Download Instrumental “Harlem Nocturne” is one of the more famous saxophone instrumentals of the 20th century. It was written by American composer Earle Hagen, who was best known for writing the theme songs for television shows. His credentials include The Dick Van Dyke Show, Mod Squad, and That Girl. He co-wrote the theme to The Andy Griffith Show and was the guy who did the actual whistling. You remember that one, don’t you? I use “Andy” as the ringtone on my cell phone – that’s how old I am.
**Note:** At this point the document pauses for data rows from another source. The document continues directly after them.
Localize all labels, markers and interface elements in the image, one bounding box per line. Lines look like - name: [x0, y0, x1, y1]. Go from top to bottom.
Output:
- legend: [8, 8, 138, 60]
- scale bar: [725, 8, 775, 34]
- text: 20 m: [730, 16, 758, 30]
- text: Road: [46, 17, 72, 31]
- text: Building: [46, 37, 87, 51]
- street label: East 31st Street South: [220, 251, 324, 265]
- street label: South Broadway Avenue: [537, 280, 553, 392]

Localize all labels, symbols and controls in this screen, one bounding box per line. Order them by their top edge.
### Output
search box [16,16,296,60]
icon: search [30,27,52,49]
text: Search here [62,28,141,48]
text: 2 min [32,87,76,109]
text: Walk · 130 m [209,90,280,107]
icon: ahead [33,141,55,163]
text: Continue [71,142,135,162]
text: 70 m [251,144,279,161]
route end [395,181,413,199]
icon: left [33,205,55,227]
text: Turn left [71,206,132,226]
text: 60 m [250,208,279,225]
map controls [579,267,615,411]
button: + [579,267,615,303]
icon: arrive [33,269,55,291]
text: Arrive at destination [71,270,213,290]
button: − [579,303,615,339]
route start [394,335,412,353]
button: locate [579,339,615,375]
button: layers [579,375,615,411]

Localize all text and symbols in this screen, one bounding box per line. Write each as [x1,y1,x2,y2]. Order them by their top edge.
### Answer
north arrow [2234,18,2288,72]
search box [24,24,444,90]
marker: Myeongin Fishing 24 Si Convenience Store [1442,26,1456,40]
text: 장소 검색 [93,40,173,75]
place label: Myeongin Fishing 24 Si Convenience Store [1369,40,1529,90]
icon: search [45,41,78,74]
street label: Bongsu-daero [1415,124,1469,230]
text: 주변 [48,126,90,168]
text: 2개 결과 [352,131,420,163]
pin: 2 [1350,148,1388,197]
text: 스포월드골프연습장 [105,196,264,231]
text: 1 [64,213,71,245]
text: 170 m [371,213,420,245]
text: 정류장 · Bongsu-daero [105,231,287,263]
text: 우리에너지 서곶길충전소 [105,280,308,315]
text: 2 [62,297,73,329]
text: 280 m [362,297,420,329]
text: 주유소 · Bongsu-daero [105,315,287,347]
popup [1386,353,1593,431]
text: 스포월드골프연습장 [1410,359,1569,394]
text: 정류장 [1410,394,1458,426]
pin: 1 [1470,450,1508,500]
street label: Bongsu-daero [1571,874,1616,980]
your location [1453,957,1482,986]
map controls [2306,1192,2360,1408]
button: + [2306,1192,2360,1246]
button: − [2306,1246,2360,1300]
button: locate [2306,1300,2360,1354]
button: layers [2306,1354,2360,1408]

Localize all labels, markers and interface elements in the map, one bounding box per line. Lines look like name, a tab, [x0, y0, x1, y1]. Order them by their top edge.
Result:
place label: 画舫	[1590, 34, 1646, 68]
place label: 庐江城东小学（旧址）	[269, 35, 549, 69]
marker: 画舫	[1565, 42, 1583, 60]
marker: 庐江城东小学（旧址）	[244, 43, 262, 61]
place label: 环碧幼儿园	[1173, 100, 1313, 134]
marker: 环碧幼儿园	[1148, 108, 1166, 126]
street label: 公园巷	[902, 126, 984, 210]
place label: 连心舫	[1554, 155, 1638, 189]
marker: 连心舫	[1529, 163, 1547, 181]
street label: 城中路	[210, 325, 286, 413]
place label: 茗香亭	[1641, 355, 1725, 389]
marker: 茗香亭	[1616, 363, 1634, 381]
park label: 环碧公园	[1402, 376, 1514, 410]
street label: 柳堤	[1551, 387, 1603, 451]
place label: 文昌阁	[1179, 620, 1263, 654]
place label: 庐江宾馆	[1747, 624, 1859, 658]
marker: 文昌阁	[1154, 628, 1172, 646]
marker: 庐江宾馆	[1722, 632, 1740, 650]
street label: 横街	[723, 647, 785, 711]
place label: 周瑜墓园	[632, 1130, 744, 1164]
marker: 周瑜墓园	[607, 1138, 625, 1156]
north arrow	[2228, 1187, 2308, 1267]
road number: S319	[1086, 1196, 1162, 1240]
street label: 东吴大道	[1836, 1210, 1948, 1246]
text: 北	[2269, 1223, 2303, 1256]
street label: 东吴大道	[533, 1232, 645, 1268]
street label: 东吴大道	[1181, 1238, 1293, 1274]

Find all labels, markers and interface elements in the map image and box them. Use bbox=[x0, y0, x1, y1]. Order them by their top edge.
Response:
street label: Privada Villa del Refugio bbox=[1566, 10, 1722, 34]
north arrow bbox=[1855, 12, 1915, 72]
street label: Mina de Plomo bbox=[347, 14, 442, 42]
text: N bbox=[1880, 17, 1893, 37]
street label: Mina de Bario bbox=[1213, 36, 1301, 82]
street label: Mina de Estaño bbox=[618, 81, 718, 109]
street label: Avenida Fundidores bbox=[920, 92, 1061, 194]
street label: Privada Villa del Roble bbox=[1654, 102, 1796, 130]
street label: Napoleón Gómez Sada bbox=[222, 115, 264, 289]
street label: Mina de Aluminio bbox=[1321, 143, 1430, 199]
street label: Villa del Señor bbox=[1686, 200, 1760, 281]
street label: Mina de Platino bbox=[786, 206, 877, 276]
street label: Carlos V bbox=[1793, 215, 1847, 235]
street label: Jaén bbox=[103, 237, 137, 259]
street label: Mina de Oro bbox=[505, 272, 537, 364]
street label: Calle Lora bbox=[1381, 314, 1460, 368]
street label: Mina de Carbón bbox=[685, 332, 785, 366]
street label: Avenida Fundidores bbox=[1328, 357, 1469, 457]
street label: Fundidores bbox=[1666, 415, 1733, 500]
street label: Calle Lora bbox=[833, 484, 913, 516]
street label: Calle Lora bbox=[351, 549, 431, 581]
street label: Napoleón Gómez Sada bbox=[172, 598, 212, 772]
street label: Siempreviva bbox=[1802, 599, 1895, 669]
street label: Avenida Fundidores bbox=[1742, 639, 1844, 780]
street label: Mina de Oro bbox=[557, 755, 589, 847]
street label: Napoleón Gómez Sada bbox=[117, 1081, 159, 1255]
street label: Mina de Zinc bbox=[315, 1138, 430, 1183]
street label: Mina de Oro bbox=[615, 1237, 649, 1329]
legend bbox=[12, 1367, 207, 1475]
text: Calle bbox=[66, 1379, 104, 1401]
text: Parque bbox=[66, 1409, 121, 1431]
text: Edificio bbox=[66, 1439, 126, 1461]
Anyway, the jazz standard “Harlem Nocturne” came about when Hagen was commissioned to write the theme music for Mickey Spillane’s Mike Hammer. That particular TV series starred Darren McGavin as the gritty, hard-boiled detective who fought crime when he wasn’t “chasing skirts” (Stacy Keach later played the role). The setting was dark and brooding, which was a perfect pairing with the haunting sound of the saxophone melody introducing the show. It’s been recorded a thousand times, but by far the best is the version by Gato Barbieri – talk about haunting! There are also lyrics for this tune, so all you singers out there take notice. Use these backups, mute the sax track, and go for it.
My all-time favorite rendition of this song was by a great friend of mine named Arnie Kole. I first met Arnie in Ft. Lauderdale at a bank-opening celebration. A talent agency needed “greeters” who looked like certain celebrities. Arnie and I had been hired and just happened to get on the same elevator. It’s extremely rare for me to like anybody immediately, but Arnie was a different breed. I could tell he was playing Gabe Kaplan (Mr. Kotter) cause the resemblance was obvious. He asked me who I was supposed to be (not a good sign) and I said, “David Cassidy”. He looked at me for a long moment and finally said, “Okay”. It was just a few nights later that he walked into a Boca Raton club I was working, carrying a saxophone. He walked up to the piano, handed me some sheet music, and asked, “Can you play this, Mr. Cassidy?” (cute). Well, yeah… I mean you’re waving the music in my face. Long story short, he ended up onstage and blew us all away with “Harlem Nocturne”. From that moment on, we were comrades-in-arms.
Arnie and I got along so well because we were musicians, of course, but we also had the same philosophy of life. You know how they say good friends laugh and cry together, sharing the good times with the bad. Neither of us believed in the crying part. We could laugh our way through anything and found ways to make everything fun. Arnie and I went our separate ways several years ago, but still kept in touch. Sadly, I heard recently that he passed away and I will never completely get over his death. Life isn’t quite as much fun as it used to be. I’m crying now, ol’ buddy.